Cela restera toujours un choix, un pas à faire, un acte de foi, une réponse à donner, comme Marthe le fait. Et parmi les juifs qui ont vu ce fait extraordinaire de la résurrection de Lazare, certains se mirent à croire en Jésus, mais d’autres, voyons-nous dans la suite de ce passage, vont le condamner. Et c’est d’ailleurs ce signe et cet acte de Jésus, cette résurrection de Lazare, qui va tout renverser : Jésus, Celui qui rend la vie, va être condamné à mort.

Pour l’heure, retenons que croire en Dieu et marcher à la suite de Jésus c’est faire le choix de vivre, c’est faire le choix de recevoir de Dieu la vie, la vie qui est là même dans les épreuves et les morts apparentes que nous avons à traverser ! Pour vivre vraiment, ce qu’il y a de mieux, ce qui nous est proposé, c’est de rester branché à la source de Celui qui est La vie.

Voilà du coup un récit qui interroge notre foi.
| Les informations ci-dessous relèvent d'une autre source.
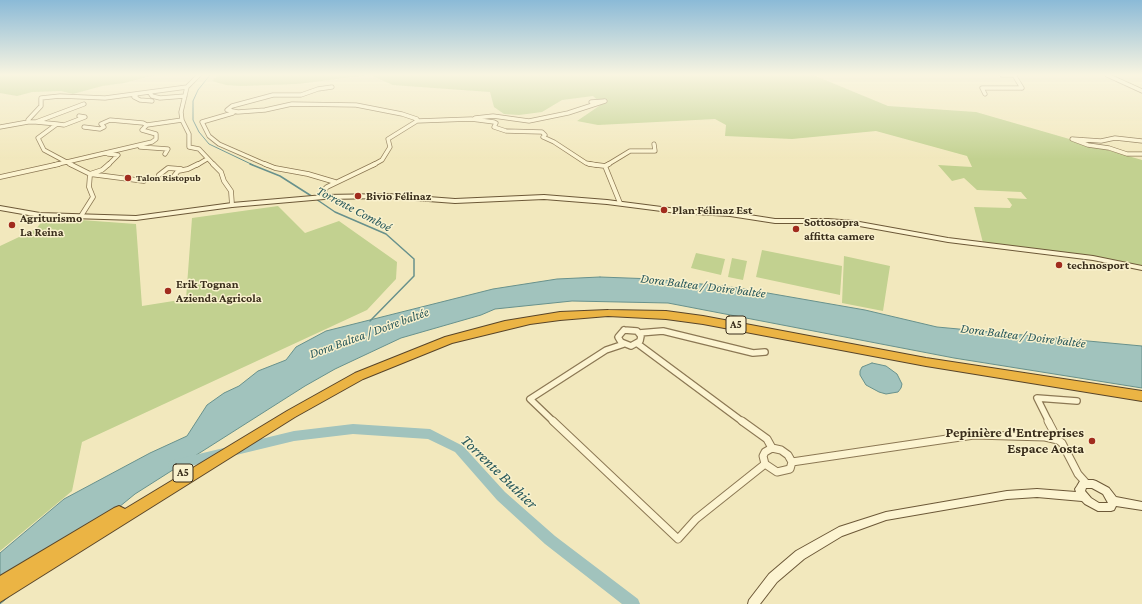 <!DOCTYPE html>
<html>
<head>
<meta charset="utf-8">
<style>
	body { margin:0 }
	canvas { display:block; background:#f2e8bd }
</style>
</head>
<body>
<canvas width="1142" height="604"></canvas>
<script>
const g = document.querySelector('canvas').getContext('2d');
g.lineJoin = 'round';
function paint(path, color) {
  g.fillStyle = color;
  g.fill(path, 'evenodd');
}
function poly(rows) {
  const path = new Path2D();
  for (const r of rows) {
    path.moveTo(r[0], r[1]);
    for (let i = 2; i < r.length; i += 2) path.lineTo(r[i], r[i + 1]);
  }
  return path;
}
function stroke(path, color, width, dash) {
  g.strokeStyle = color;
  g.lineWidth = width;
  g.lineCap = dash ? 'butt' : 'round';
  g.setLineDash(dash || []);
  g.stroke(path);
}
function drawText(font, color, halo, rows, align = 'center') {
  g.font = font + ' "Crimson Pro",serif';
  g.lineWidth = 3;
  g.setLineDash([]);
  g.textBaseline = 'middle';
  g.strokeStyle = halo;
  g.fillStyle = color;
  for (const [text, x, y, turn = 0] of rows) {
    g.save();
    g.translate(x, y);
    g.rotate((+turn || 0) * Math.PI / 180);
    g.textAlign = isNaN(turn) ? turn : align;
    if (halo) g.strokeText(text, 0, 0);
    g.fillText(text, 0, 0);
    g.restore();
  }
}
paint(poly([
	[0,75,155,75,124,83,102,86,73,94,61,91,32,92,17,96,0,93],
	[218,75,813,75,888,106,976,112,1142,160,1142,266,1098,257,983,243,974,207,1010,208,1012,205,1007,198,1027,199,1021,192,977,190,964,178,952,181,938,165,972,167,967,156,876,131,792,139,725,136,726,125,715,119,598,125,577,121,602,104,593,96,562,100,542,112,519,115,504,114,494,107,490,92,393,85,370,75,297,84,241,86,226,85,212,81],
	[278,206,305,233,339,221,397,262,396,279,367,310,82,442,72,491,0,551,0,246,36,229,43,220,81,220,136,224,142,306,186,299,192,218],
	[762,250,842,266,840,295,756,277],
	[696,253,725,259,721,275,691,268],
	[844,256,890,266,883,311,842,303],
	[732,258,747,261,743,280,728,277]
]), '#c2d190');
const water = poly([
	[600,277,654,279,739,288,865,310,937,327,1142,346,1142,388,954,358,668,303,572,301,495,309,481,315,401,338,335,369,305,386,135,494,0,604,0,553,64,499,150,453,187,436,207,405,224,393,239,386,258,371,286,360,296,347,326,331,493,289,557,279,600,277],
	[872,363,886,366,897,374,902,384,901,388,898,392,886,394,879,392,866,385,860,375,860,371,862,367,872,363]
]);
paint(water, '#a1c3bd');
stroke(water, '#68918c', 1);
stroke(poly([
	[210,75,198,90,193,101,193,120,199,132,209,144,253,165]
]), '#68918c', 1);
stroke(poly([
	[250,164,280,176,313,197],
	[316,199,335,212,386,234,414,259,414,276,370,321]
]), '#68918c', 1.5);
paint(poly([
	[353,424,430,429,463,446,505,492,555,536,638,599,640,604,622,604,545,544,497,500,455,452,428,439,353,434,294,441,174,470,170,469,168,465,170,461,174,460,294,431,353,424]
]), '#a1c3bd');
const streetFar3 = poly([
	[199,75,187,87,181,112,182,120,189,134,189,147,199,149,214,165],
	[1002,75,1015,75],
	[1014,75,1022,88],
	[1107,75,1142,91],
	[332,87,318,89,301,95,273,95,232,106,227,110,238,112,265,110,292,104,356,105,402,114,417,119,417,121],
	[150,93,152,96,160,98,185,96],
	[985,94,982,88,1022,88],
	[136,96,134,97,140,100,152,101],
	[233,113,202,122,209,136,219,144,267,165],
	[475,118,493,116,529,121,568,113,605,101,591,102],
	[36,122,28,122,28,120,41,106,41,98,60,96,105,98,187,87],
	[57,124,64,125,85,117,79,116],
	[0,127,28,122],
	[84,127,100,129,104,127,101,124,110,120,143,123,147,125],
	[1142,141,1115,138,1101,141,1072,139,1088,145,1109,148,1127,154,1142,154],
	[140,147,168,149,165,154],
	[54,165,152,142,156,139,156,134,142,130,147,125,182,120],
	[72,165,44,150,38,138,57,124,36,122,84,104],
	[108,165,118,155,108,154],
	[197,165,207,159],
	[373,165,382,160,390,147,388,139,417,121,471,119,494,122,496,123,494,127,506,131,542,132,545,135,543,137,554,142,586,163,596,165],
	[607,165,630,151,655,151,654,144]
]);
const streetFar2 = poly([
	[70,164,90,174,89,187,93,197,81,216],
	[109,164,102,170,90,174,144,181],
	[213,164,221,172,224,181,231,191,232,205],
	[265,164,275,168,308,174,335,182],
	[589,164,605,166],
	[609,164,605,166,620,203],
	[159,175,168,168,181,169],
	[174,176,178,171,188,169,198,164],
	[0,177,59,164],
	[329,197,323,191,327,187,375,164]
]);
const streetFar1 = poly([
	[624,330,637,331,641,336,640,341,631,346,621,342,618,337,624,330],
	[639,333,663,331,753,353,765,352],
	[638,344,743,422],
	[554,422,530,399,606,350,624,344],
	[1049,422,1037,398,1077,401]
]);
const street = poly([
	[553,421,678,539,696,519,765,464],
	[742,421,767,439,772,448],
	[1058,440,1062,443,1078,474,1087,484],
	[772,448,781,450,788,455,792,462,790,469,777,472,765,464,763,456,765,452,772,448],
	[792,462,974,435,1045,437,1058,440,1048,421]
]);
const secondary = poly([
	[388,194,455,199,544,195,607,200,677,209,730,212,775,219,828,219,854,221,948,238,1093,256,1142,266,1142,270,1093,260,948,242,854,225,828,223,775,223,730,216,677,213,607,204,544,199,455,203,388,198,324,199,232,207,136,220,40,217,0,210,0,206,40,213,136,216,232,203,324,195,388,194],
	[1083,480,1093,480,1096,481,1109,488,1116,497,1142,502,1142,510,1116,506,1114,510,1111,511,1098,511,1085,504,1082,501,1037,497,1007,499,886,520,842,536,804,559,777,582,760,604,748,604,749,600,769,574,796,551,839,527,886,512,1007,491,1037,489,1076,492,1075,489,1077,486,1080,481,1083,480],
	[1086,488,1092,488,1103,494,1108,503,1099,503,1091,498,1085,491,1086,488]
]);
const highway = poly([
	[608,310,666,311,703,316,926,358,1142,391,1142,401,926,366,703,324,666,319,608,316,560,320,530,324,452,343,363,379,295,417,0,602,0,576,114,508,119,506,125,509,287,411,355,373,445,337,505,321,560,312,608,310]
]);
stroke(streetFar3, '#8c7854', 5);
stroke(streetFar2, '#8c7854', 5.5);
stroke(streetFar1, '#8c7854', 8);
stroke(street, '#8c7854', 9);
stroke(secondary, '#6d5938', 2);
stroke(highway, '#594529', 2);
stroke(streetFar3, '#fcf4d1', 3.5);
stroke(streetFar2, '#fcf4d1', 4);
stroke(streetFar1, '#fcf4d1', 5.5);
stroke(street, '#fcf4d1', 7);
paint(secondary, '#fcf4d1');
paint(highway, '#ebb444');
const sky = g.createLinearGradient(0, 0, 0, 159);
sky.addColorStop(0, '#8bbad7');
sky.addColorStop(0.47, '#f9f5e1');
sky.addColorStop(1, '#f9f5e100');
g.fillStyle = sky;
g.fillRect(0, 0, 1142, 159);
for (const [x, y, r, color] of [
	[128,178,4,"#a12c1e"],
	[358,196,4,"#a12c1e"],
	[664,210,4,"#a12c1e"],
	[12,225,4,"#a12c1e"],
	[796,229,4,"#a12c1e"],
	[1059,265,4,"#a12c1e"],
	[168,291,4,"#a12c1e"],
	[1092,441,4,"#a12c1e"]
]) {
  const dot = new Path2D();
  dot.arc(x, y, r, 0, 2 * Math.PI);
  g.fillStyle = color;
  g.fill(dot);
  stroke(dot, '#f9f1cd', 1.5);
}
drawText('bold 10px', '#392d1b', '#f9f1cd', [
	["Talon Ristopub",136,178]
], 'left');
for (const [x, y, w] of [
	[736,325,20],
	[183,473,20]
]) {
  const box = new Path2D();
  box.roundRect(x - w / 2, y - 9, w, 18, 3);
  g.fillStyle = '#f9f1cd';
  g.fill(box);
  stroke(box, '#392d1b', 1);
}
drawText('bold 11px', '#392d1b', null, [
	["A5",736,325],
	["A5",183,473]
]);
drawText('bold 12px', '#392d1b', '#f9f1cd', [
	["Bivio Félinaz",366,196],
	["Plan Félinaz Est",672,210],
	["Agriturismo",20,218],
	["La Reina",20,232],
	["Sottosopra",804,222],
	["affitta camere",804,236],
	["technosport",1067,265],
	["Erik Tognan",176,284],
	["Azienda Agricola",176,298]
], 'left');
drawText('italic 13px', '#28585b', '#f9f1cd', [
	["Torrente Comboé",354,209,28],
	["Dora Baltea / Doire baltée",703,286,7],
	["Dora Baltea / Doire baltée",369,333,-20],
	["Dora Baltea / Doire baltée",1023,336,7]
]);
drawText('bold 14px', '#392d1b', '#f9f1cd', [
	["Pepinière d'Entreprises",1084,433],
	["Espace Aosta",1084,449]
], 'right');
drawText('italic 16px', '#28585b', '#f9f1cd', [
	["Torrente Buthier",499,472,44]
]);
</script>
</body>
</html>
Pas pour nous mettre la pression mais pour nous inviter à une confiance renouvelée. Car c’est un récit qui nous révèle à la fois la tendresse infinie de Dieu, par Jésus, sa tendresse pour ceux qui souffrent – Jésus pleure avec ses amis ! – et un récit qui nous révèle en même temps la puissance de Celui qui donne la vie, sa puissance étonnante et mystérieuse manifestée dans sa mort et sa résurrection. Voilà ce que nous allons fêter dans quelques jours ; voilà ce qui doit orienter notre vie… car il en va en fait de notre bonheur.
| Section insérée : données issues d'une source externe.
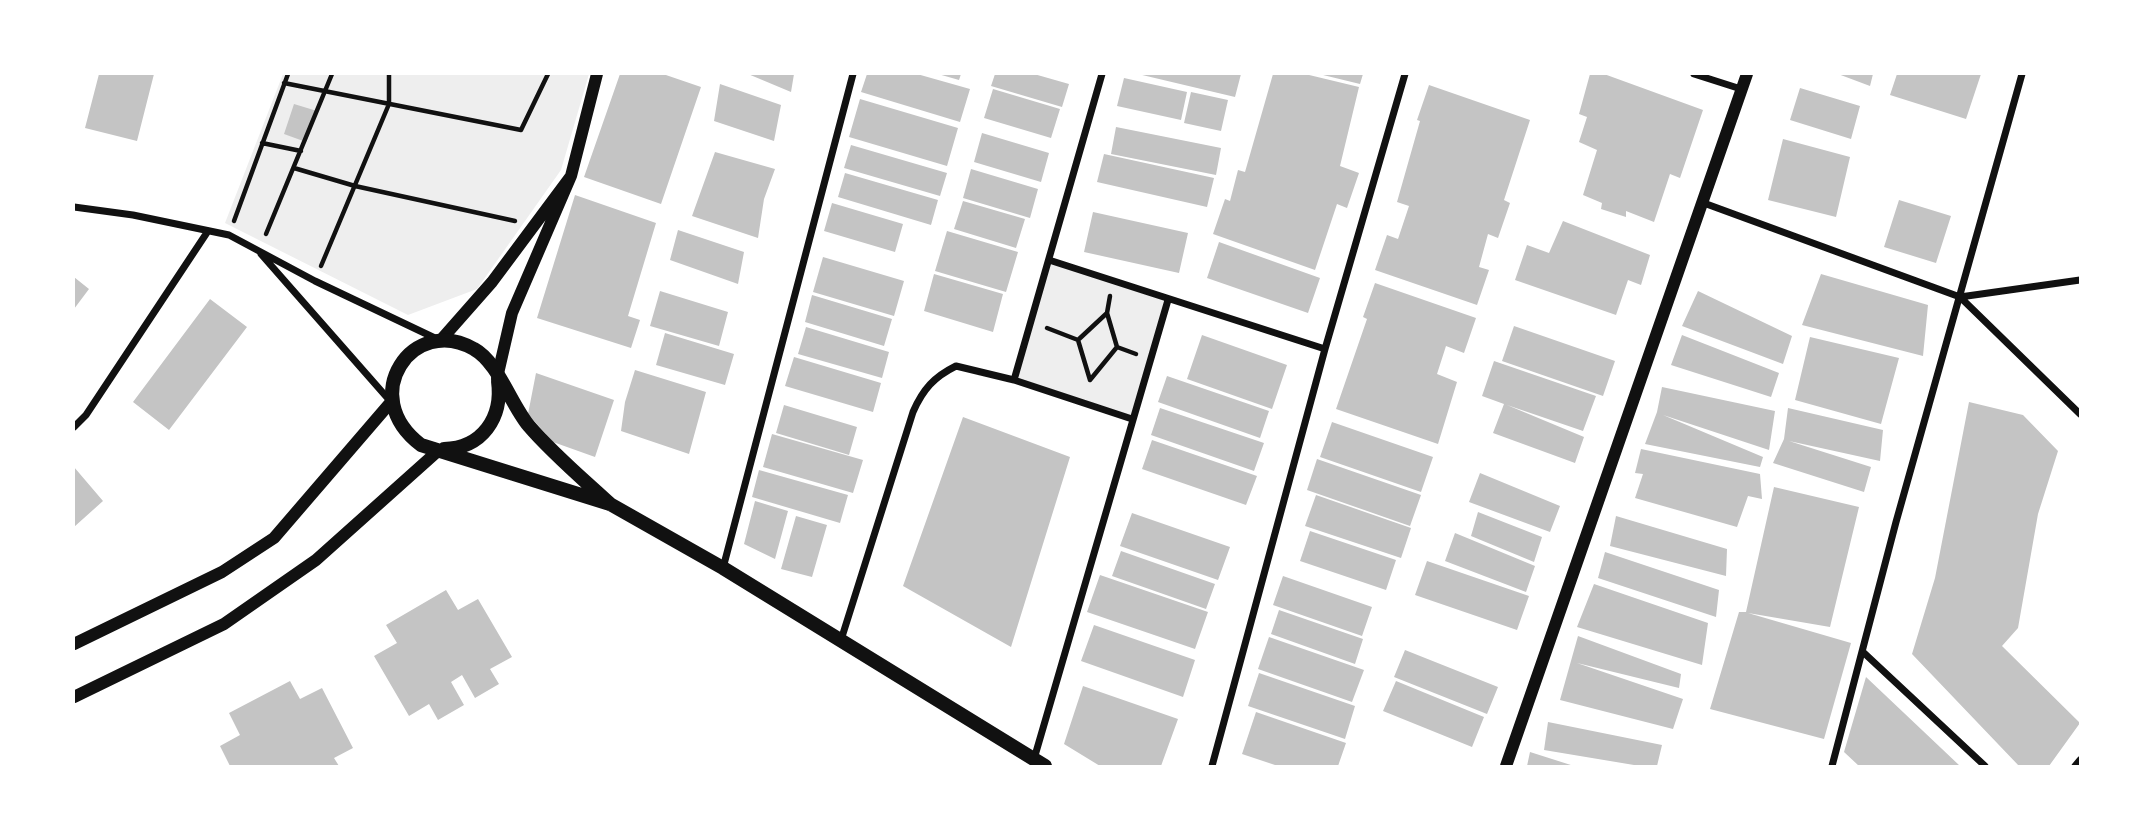 <!DOCTYPE html>
<style>
body{margin:0}
#map{position:relative;width:2154px;height:840px;overflow:hidden;background:#fff;font-family:Jost,sans-serif}
canvas{display:block}
.frame{position:absolute;inset:0;border:75px solid #fff;pointer-events:none}
</style>
<div id="map">
<canvas width="2154" height="840"></canvas>
<div class="frame"></div>
</div>
<script>
const ctx = document.querySelector('canvas').getContext('2d');
ctx.lineJoin = 'round';
function fill(path, color) { ctx.fillStyle = color; ctx.fill(path, 'evenodd'); }
function strokePath(path, color, width, dash) { ctx.strokeStyle = color; ctx.lineWidth = width; ctx.lineCap = dash ? 'butt' : 'round'; ctx.setLineDash(dash || []); ctx.stroke(path); }
const green = new Path2D(`
 M283,74H589L561,170L477,289L408,315L225,223Z
 M1049,260L1168,300L1132,419L1014,380Z`);
const building = new Path2D(`
 M99,74H154L137,141L85,128Z
 M620,74H663L701,87L661,204L584,177Z
 M748,74H794L791,92Z
 M867,74H917L970,89L960,122L861,92Z
 M938,74H961L959,80Z
 M995,74H1034L1069,84L1062,107L991,86Z
 M1138,74H1241L1235,97Z
 M1273,74H1305L1359,87L1340,166L1359,173L1347,208L1337,204L1315,270L1213,234L1225,199L1230,201L1238,170L1245,172Z
 M1319,74H1363L1360,84Z
 M1590,74H1604L1703,110L1680,178L1670,174L1654,222L1626,211V217L1601,209L1602,203L1583,195L1597,150L1579,142L1587,117L1579,114Z
 M1838,74H1873L1870,86Z
 M1897,74H1981L1966,119L1890,95Z
 M1124,78L1187,92L1181,120L1117,106Z
 M720,84L781,105L774,141L714,121Z
 M1429,85L1530,120L1504,200L1510,203L1498,238L1488,234L1479,267L1489,270L1477,305L1375,270L1387,235L1398,239L1409,206L1397,202L1420,121L1417,120Z
 M1800,88L1860,106L1851,139L1790,120Z
 M993,89L1060,109L1051,138L984,118Z
 M1191,92L1228,100L1221,131L1184,123Z
 M860,99L958,128L947,166L849,137Z
 M294,104L317,111L306,142L284,134Z
 M1116,127L1221,148L1216,175L1111,154Z
 M982,133L1049,153L1041,182L974,162Z
 M1783,139L1850,157L1836,217L1768,200Z
 M851,145L947,173L940,196L844,168Z
 M715,152L775,169L764,199L758,238L692,216Z
 M1104,154L1214,178L1207,207L1097,182Z
 M971,169L1038,189L1030,218L963,198Z
 M845,173L938,200L931,225L838,197Z
 M575,195L656,223L628,316L640,320L631,348L537,318Z
 M1899,200L1951,216L1936,263L1884,247Z
 M963,201L1025,219L1016,248L954,229Z
 M832,203L903,224L895,252L824,231Z
 M1093,212L1188,233L1179,273L1084,252Z
 M1563,221L1650,255L1641,285L1628,280L1616,315L1515,280L1527,245L1549,253Z
 M678,230L744,252L738,284L670,260Z
 M947,231L1018,252L1006,292L935,271Z
 M1219,242L1320,278L1308,313L1207,278Z
 M823,257L904,281L894,316L813,292Z
 M934,274L1003,294L993,332L924,311Z
 M1821,274L1928,305L1923,356L1802,325Z
 M74,277L89,289L74,309Z
 M1375,283L1476,318L1464,353L1446,346L1437,374L1457,382L1438,444L1336,409L1367,319L1363,317Z
 M660,291L728,312L719,346L650,326Z
 M1698,291L1792,336L1783,364L1682,326Z
 M812,295L892,319L884,346L805,322Z
 M210,299L247,327L169,430L133,402Z
 M1514,326L1615,361L1603,396L1502,361Z
 M806,327L889,352L882,378L798,354Z
 M665,333L734,354L725,385L656,365Z
 M1202,335L1287,365L1272,409L1187,379Z
 M1682,335L1779,373L1771,397L1671,365Z
 M1810,337L1899,358L1881,424L1795,400Z
 M794,357L881,383L873,412L785,386Z
 M1494,361L1596,396L1583,431L1507,405L1584,437L1575,463L1493,433L1504,404L1482,396Z
 M635,370L706,392L689,454L621,431L625,402Z
 M536,373L614,400L595,457L553,442L528,414Z
 M1167,376L1269,411L1260,438L1158,402Z
 M1662,387L1775,411L1769,450L1663,415L1763,457L1760,467L1645,444L1657,412Z
 M1969,402L2023,415L2058,451L2038,514L2018,628L2002,646L2080,723L2049,766H2019L1912,654L1935,578Z
 M784,405L857,427L849,455L776,433Z
 M1160,408L1264,443L1254,471L1151,435Z
 M1788,408L1883,430L1880,461L1789,441L1871,467L1864,492L1773,463L1784,439Z
 M963,417L1070,457L1011,647L903,586Z
 M1332,422L1433,457L1421,492L1320,457Z
 M772,434L863,460L853,493L763,467Z
 M1152,440L1257,476L1246,505L1142,469Z
 M1641,449L1760,474L1762,499L1748,496L1737,527L1635,498L1643,474L1635,473Z
 M1317,459L1421,495L1410,526L1307,490Z
 M74,467L103,501L74,527Z
 M759,470L848,495L840,523L752,497Z
 M1480,473L1560,506L1550,532L1469,502Z
 M1774,487L1859,507L1830,627L1748,613L1851,643L1824,739L1710,709L1739,612H1746Z
 M1316,495L1411,528L1401,558L1305,526Z
 M755,501L788,511L775,559L744,544Z
 M1478,512L1542,537L1534,562L1471,536Z
 M1132,513L1230,547L1218,580L1120,546Z
 M796,516L827,525L812,577L781,569Z
 M1616,516L1727,549L1726,576L1610,546Z
 M1310,531L1396,560L1386,590L1300,561Z
 M1455,533L1535,566L1526,592L1445,561Z
 M1121,551L1215,584L1206,609L1112,576Z
 M1605,552L1719,590L1716,617L1598,578Z
 M1427,561L1529,596L1517,630L1415,595Z
 M1100,575L1208,612L1195,649L1087,612Z
 M1283,576L1372,607L1362,636L1273,605Z
 M1594,584L1708,623L1702,665L1577,627Z
 M446,590L458,610L478,599L512,657L490,669L499,684L475,698L462,675L451,682L464,705L438,720L429,704L409,716L374,656L397,643L386,625Z
 M1279,610L1363,639L1355,664L1271,634Z
 M1094,625L1195,660L1183,697L1081,661Z
 M1578,636L1681,674L1679,688L1577,663L1683,699L1673,729L1560,700Z
 M1269,637L1364,670L1352,702L1258,669Z
 M1405,650L1498,687L1487,714L1394,677Z
 M1259,673L1355,706L1345,739L1248,706Z
 M1866,677L1960,766H1859L1844,752Z
 M290,681L300,699L322,688L353,748L334,758L339,766H230L220,746L240,735L229,713Z
 M1396,681L1484,717L1472,747L1383,711Z
 M1083,686L1178,719L1161,766H1100L1064,744Z
 M1256,712L1346,743L1338,766H1278L1242,754Z
 M1548,722L1662,745L1657,766H1640L1544,750Z
 M1530,752L1574,766H1527Z`);
const path = new Path2D(`
 M284,83L521,130L548,74
 M262,143L301,151
 M294,168L355,186L515,221
 M234,221L288,74
 M266,234L332,74
 M321,266L389,104V74
 M1107,313L1078,340L1090,380L1117,347L1107,313L1110,296
 M1047,328L1078,340
 M1117,347L1136,354`);
const minor = new Path2D(`
 M1694,74L1741,89
 M1701,202L1960,297L2080,414
 M74,207L133,215L229,235L315,281L437,339
 M261,254L391,402
 M1049,260L1325,349
 M1960,297L2080,280
 M1014,380L1102,74
 M74,427L86,415L208,231
 M723,568L853,74
 M841,640L913,412C923,389 934,377 956,366L1014,380L1132,419
 M1863,652L1985,766
 M1034,759L1168,300
 M1212,766L1325,349L1405,74
 M1832,766L1896,522L2022,74
 M2075,766L2080,760`);
const tertiary = new Path2D(`
 M571,176L597,74
 M440,341L492,282L571,176L512,313L497,378
 M74,644L222,572L274,538L391,402
 M74,697L224,624L316,560L439,450
 M1506,766L1747,74`);
const secondary = new Path2D(`
 M444,449C482,448 503,418 498,381
 M610,504C583,479 553,454 529,426C511,405 498,362 474,349C413,314 356,396 421,445L610,504L723,568L1045,766`);
fill(green, '#eee');
fill(building, '#c4c4c4');
strokePath(path, '#111', 4.5);
strokePath(minor, '#111', 7);
strokePath(tertiary, '#111', 12);
strokePath(secondary, '#111', 14);
</script>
Pour l’heure, un peu comme Marthe et Marie, nous prenons le temps de la prière, en confiant au Seigneur celles et ceux autour de nous en besoin d’une présence qui relève. Et nous lui confions aussi dans notre vie personnelle ce qui est chemins de morts, nos doutes aussi, mais également nos aspirations à la vie ; dans cette confiance que Jésus, dans l’eucharistie, se rend présent au milieu de nous comme il l’a promis, qu’il vient nous rejoindre dans ce que nous sommes chacun en train de vivre. Enfin, nous prions tout spécialement aussi pour Julien et les autres catéchumènes de notre paroisse qui se préparent à recevoir le baptême, c’est-à-dire à se laisser plonger avec Jésus dans cette dynamique de salut et de vie.